In Canada, the prime season for colds and flus runs from November to March. During the winter months, people tend to spend more time indoors, close to one another, which makes the viruses easier to spread. Research clearly indicates that the healing power of nutrients found in food will enhance immunity and aid in recovering from illness. The usual remedies for winter colds and flus are plenty of fluids such as soups, tea with honey, lemon and ginger, fresh fruits, lean protein and vegetables. Much has been written about the need for rest and sleep when ill. Research indicates that without enough sleep you may suffer from increased tension, depression, weight gain and fatigue. We need sleep to re-energize our bodies and restore vitality and boost our immune systems back to health. The experts say that sleep helps the body function to its maximum. Therefore it is important to create a dark, quiet and comfortable sleep environment. To help you fall asleep, consistently maintain your bedtime and wake up hours. Try to avoid intense physical activity, noisy distractions, consumption of sugary foods and drink, caffeine and alcohol close to bedtime. Turning off cell phones and computers en route to bed will help create a restful sleep.

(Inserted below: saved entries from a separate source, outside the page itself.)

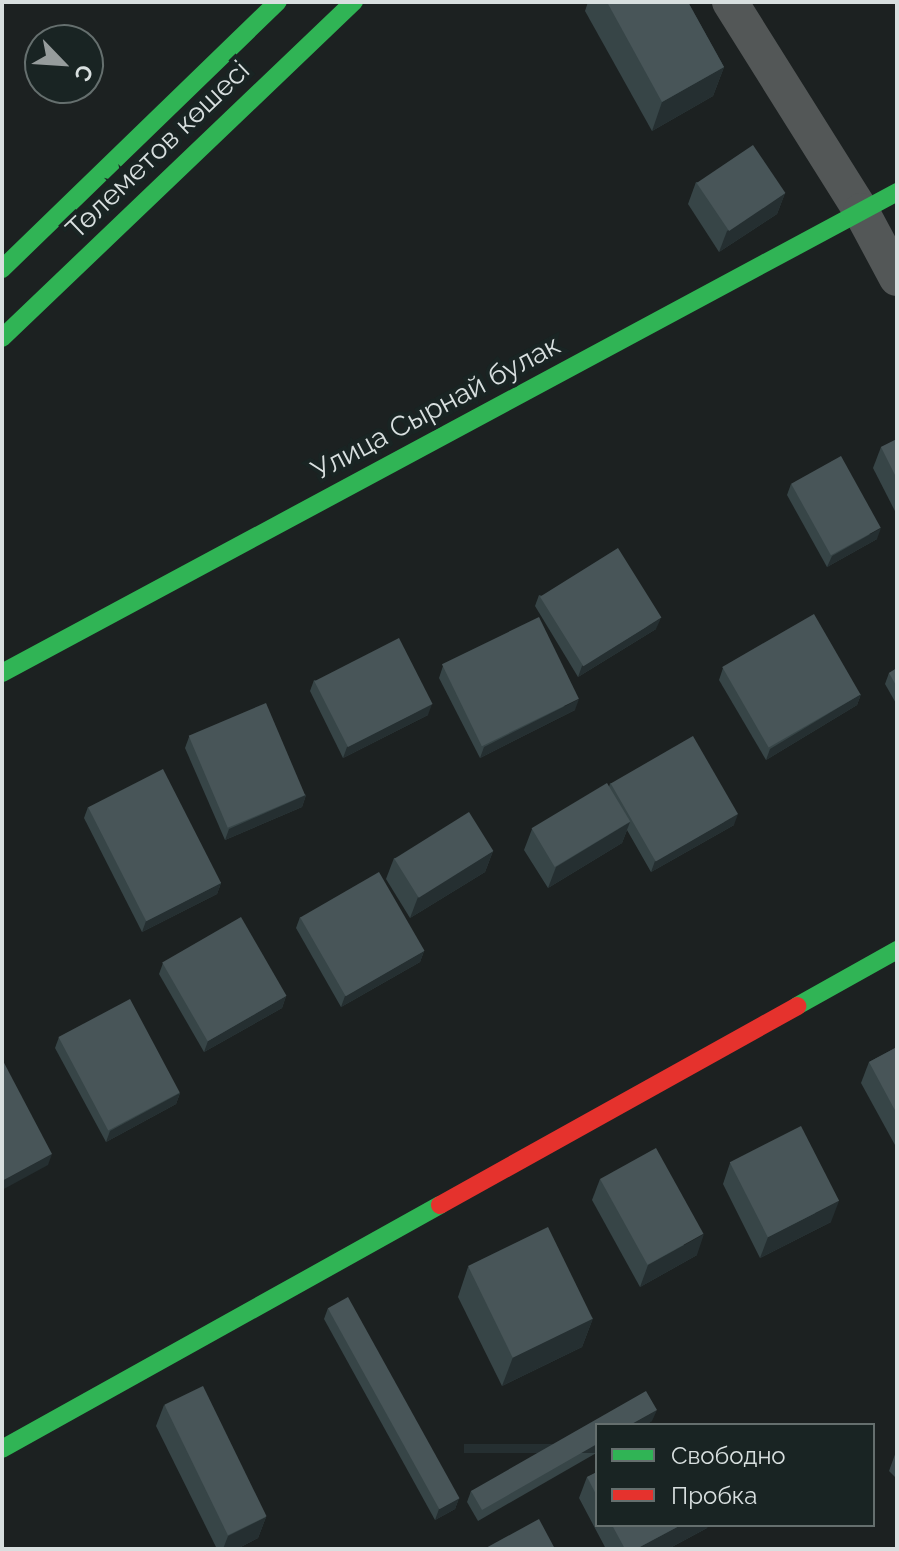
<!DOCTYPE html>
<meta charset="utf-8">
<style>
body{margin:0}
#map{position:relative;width:899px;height:1551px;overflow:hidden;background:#1c2121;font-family:Raleway,sans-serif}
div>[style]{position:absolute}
.street>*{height:36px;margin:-18px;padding:0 18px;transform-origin:18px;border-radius:18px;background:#535757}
.fast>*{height:18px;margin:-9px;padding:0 9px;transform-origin:9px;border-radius:9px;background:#30b455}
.jam>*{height:18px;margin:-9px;padding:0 9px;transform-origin:9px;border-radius:9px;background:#e5322d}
.wall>*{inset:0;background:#374547}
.shaded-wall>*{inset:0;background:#252f31;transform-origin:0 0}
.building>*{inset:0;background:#485558;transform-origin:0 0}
span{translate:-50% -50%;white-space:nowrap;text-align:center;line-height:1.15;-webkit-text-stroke:8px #192423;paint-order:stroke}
.street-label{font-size:28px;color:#d8dfdf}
.frame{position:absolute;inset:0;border:4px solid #d8dfdf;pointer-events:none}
.legend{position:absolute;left:595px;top:1423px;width:280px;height:104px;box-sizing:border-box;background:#192423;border:2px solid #656f6e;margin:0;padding:10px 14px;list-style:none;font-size:24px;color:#d8dfdf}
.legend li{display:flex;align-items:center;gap:16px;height:40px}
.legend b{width:40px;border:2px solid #656f6e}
.north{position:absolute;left:24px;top:24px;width:80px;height:80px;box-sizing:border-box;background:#192423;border:2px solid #656f6e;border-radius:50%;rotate:115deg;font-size:22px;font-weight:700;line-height:32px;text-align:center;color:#d8dfdf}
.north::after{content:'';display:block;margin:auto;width:28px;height:36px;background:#969c9c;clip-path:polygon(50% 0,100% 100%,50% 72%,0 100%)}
</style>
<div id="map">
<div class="street">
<i style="left:730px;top:2px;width:247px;rotate:57.9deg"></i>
<i style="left:861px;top:211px;width:76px;rotate:61.8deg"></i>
</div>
<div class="fast">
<i style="left:2px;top:269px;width:384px;rotate:-44.1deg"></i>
<i style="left:2px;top:338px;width:487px;rotate:-43.7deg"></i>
<i style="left:2px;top:673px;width:1016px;rotate:-28.25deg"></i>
<i style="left:797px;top:1006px;width:115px;rotate:-29.2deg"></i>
<i style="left:2px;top:1449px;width:501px;rotate:-29.12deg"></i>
</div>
<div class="jam">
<i style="left:440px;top:1205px;width:409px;rotate:-29.1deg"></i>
</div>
<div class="wall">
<i style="clip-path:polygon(588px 2px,688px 2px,724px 67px,713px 96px,652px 131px,585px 11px)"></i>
<i style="clip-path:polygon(696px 182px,785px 193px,777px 214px,719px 252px,688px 204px)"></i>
<i style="clip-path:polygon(897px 439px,897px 515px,873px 468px,881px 447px)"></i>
<i style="clip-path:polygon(791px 484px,877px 539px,827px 567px,787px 495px)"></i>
<i style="clip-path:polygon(539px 595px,656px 629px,578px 677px,535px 606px)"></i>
<i style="clip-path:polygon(443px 666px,575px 710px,480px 758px,439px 678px)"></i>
<i style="clip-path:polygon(723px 668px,861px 694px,857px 705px,766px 760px,719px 680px)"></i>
<i style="clip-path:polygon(897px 668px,897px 705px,885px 684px,889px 673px)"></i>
<i style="clip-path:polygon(314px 680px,428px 715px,343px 758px,310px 691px)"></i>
<i style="clip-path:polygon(189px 737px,306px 795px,302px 807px,225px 840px,185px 748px)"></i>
<i style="clip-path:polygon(610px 783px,734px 825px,651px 872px,627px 830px,622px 843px,548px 888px,524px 850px,532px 829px,609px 787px)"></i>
<i style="clip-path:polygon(88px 807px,221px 883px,217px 894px,142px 932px,84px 818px)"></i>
<i style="clip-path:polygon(493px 851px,485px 872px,410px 918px,386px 879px,394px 858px)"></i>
<i style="clip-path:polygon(300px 917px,424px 951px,420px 962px,341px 1007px,296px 928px)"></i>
<i style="clip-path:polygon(163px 963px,286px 996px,282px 1008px,204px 1052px,159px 974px)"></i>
<i style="clip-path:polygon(59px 1037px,180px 1093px,176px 1104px,106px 1142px,55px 1048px)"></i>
<i style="clip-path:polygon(897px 1047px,897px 1143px,895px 1145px,861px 1083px,869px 1062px)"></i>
<i style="clip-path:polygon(730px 1163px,831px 1222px,760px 1258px,723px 1184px)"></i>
<i style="clip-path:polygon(600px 1179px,697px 1255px,640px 1287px,592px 1200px)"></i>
<i style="clip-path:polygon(468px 1267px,593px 1318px,582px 1347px,502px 1386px,458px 1297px)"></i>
<i style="clip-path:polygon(328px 1308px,459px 1498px,455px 1509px,435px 1520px,324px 1319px)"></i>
<i style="clip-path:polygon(164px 1405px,266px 1517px,258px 1538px,237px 1549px,217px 1549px,156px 1426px)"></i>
<i style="clip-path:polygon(652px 1421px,478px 1521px,467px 1502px,471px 1491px)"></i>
<i style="clip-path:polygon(897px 1449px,897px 1479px,889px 1471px)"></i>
<i style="clip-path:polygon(597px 1472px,597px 1525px,708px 1525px,707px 1528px,668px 1549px,606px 1549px,579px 1498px,587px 1477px)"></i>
</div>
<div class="shaded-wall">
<i style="clip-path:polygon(724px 67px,713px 96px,652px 131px,662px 102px)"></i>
<i style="clip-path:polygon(785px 193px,777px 214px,719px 252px,727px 231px)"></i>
<i style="clip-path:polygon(881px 528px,877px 539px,827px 567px,832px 556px)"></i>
<i style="clip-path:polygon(661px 618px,656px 629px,578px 677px,582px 666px)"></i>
<i style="clip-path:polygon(861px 694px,857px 705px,766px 760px,770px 749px)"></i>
<i style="clip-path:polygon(579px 699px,575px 710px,480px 758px,484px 747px)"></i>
<i style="clip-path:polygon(432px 704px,428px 715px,343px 758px,347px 747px)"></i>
<i style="clip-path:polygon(306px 795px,302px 807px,225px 840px,229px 829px)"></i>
<i style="clip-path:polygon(738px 814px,734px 825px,651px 872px,655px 861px)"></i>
<i style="clip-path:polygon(630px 822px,622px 843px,548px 888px,556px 867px)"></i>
<i style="clip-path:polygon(493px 851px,485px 872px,410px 918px,418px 897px)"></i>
<i style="clip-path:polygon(221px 883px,217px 894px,142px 932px,146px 921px)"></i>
<i style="clip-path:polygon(424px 951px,420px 962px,341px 1007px,345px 996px)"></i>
<i style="clip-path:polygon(286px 996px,282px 1008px,204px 1052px,208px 1041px)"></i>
<i style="clip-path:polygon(180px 1093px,176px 1104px,106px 1142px,110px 1131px)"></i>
<i style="clip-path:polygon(52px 1154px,48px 1165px,2px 1190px,2px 1181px)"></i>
<i style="clip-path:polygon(839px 1201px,831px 1222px,760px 1258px,768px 1237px)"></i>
<i style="clip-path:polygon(704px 1234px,697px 1255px,640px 1287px,648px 1265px)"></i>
<i style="clip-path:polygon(593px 1318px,582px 1347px,502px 1386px,513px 1357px)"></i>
<i style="clip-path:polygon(657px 1410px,652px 1421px,646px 1425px,630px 1425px)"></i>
<i style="left:597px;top:1444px;width:9px;height:133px;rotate:90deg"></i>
<i style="clip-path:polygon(459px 1498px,455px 1509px,435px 1520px,439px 1509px)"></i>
<i style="clip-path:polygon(266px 1517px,258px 1538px,237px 1549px,223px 1549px,228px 1536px)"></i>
<i style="clip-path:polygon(681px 1525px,708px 1525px,707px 1528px,668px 1549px,636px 1549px)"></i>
</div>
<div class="building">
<i style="clip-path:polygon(607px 2px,688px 2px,724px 67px,662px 102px)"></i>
<i style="left:753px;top:145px;width:58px;height:68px;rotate:56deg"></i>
<i style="clip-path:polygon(897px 439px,897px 479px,881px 447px)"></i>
<i style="left:841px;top:456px;width:82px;height:57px;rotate:61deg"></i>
<i style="left:618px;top:548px;width:82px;height:92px;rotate:58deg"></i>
<i style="left:814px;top:614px;width:93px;height:106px;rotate:60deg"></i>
<i style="left:539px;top:617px;width:91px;height:108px;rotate:64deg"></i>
<i style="left:399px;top:638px;width:74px;height:95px;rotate:63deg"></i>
<i style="clip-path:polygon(897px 668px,897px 687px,889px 673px)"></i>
<i style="left:266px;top:703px;width:100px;height:84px;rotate:67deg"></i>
<i style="left:693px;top:736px;width:90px;height:95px;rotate:60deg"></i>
<i style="left:163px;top:769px;width:128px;height:84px;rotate:63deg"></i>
<i style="left:607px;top:783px;width:45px;height:88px;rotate:59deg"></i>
<i style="left:469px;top:812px;width:46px;height:88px;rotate:58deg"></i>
<i style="left:379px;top:872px;width:91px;height:91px;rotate:60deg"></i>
<i style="left:241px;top:917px;width:91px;height:91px;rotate:60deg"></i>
<i style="left:130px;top:999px;width:106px;height:81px;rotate:62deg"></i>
<i style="clip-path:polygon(897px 1047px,897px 1114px,869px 1062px)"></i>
<i style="clip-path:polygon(2px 1059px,52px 1154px,2px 1181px)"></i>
<i style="left:801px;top:1126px;width:84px;height:80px;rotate:63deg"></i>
<i style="left:656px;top:1148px;width:98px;height:64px;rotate:61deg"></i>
<i style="left:548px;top:1227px;width:102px;height:89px;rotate:64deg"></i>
<i style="left:348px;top:1297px;width:230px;height:23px;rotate:61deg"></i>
<i style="left:203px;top:1386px;width:145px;height:43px;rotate:64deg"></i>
<i style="clip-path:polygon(646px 1391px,657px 1410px,630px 1425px,597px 1425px,597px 1444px,482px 1510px,471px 1491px)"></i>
<i style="clip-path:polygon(597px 1472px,597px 1496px,587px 1477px)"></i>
<i style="clip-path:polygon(539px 1519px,555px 1549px,484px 1549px)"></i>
<i style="clip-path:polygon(612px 1525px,681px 1525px,636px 1549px,625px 1549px)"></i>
</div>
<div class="street-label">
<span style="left:158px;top:150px;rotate:-44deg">Төлеметов көшесі</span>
<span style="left:436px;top:408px;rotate:-28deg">Улица Сырнай булак</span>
</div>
<div class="frame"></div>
<ul class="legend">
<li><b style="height:10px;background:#30b455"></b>Свободно</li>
<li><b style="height:10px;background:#e5322d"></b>Пробка</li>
</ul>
<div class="north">С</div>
</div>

Breathing is one of the most important bodily functions in life. Did you know that you breathe about 20,000 times each day? According to Dr. Andrew Weil, "Breathing exercises can be done anywhere, anytime, and in any place... The simple fact is that all the equipment you will ever need is under your nose!" Breath work has been proven to have far reaching benefits, such as improving your sleep, relieving stress, managing pain, improving concentration and boosting mental and physical energy. Proper breathing is the one process that allows you to completely stop, let go of thoughts and simply to focus on being in the here and now. I recommend Dr. Weil's following exercise to harmonize mind, body and spirit. "Sit in a comfortable position with your eyes closed and back straight. Loosen any tight clothing. Focus your attention on your breathing without trying to influence it in any way. Follow the contours of the breath cycle through inhalation and exhalation, and see if you can perceive the points at which one phase changes into the other. Do this for a t least a few minutes each day. Your goal is simply to keep your attention on the breath cycle and observe. No matter how your breath changes, whether it speeds up or slows down, just continue to follow it." The wisdome of the Chinese proverb states, "Tension is who you think you should be, relaxation is who you are."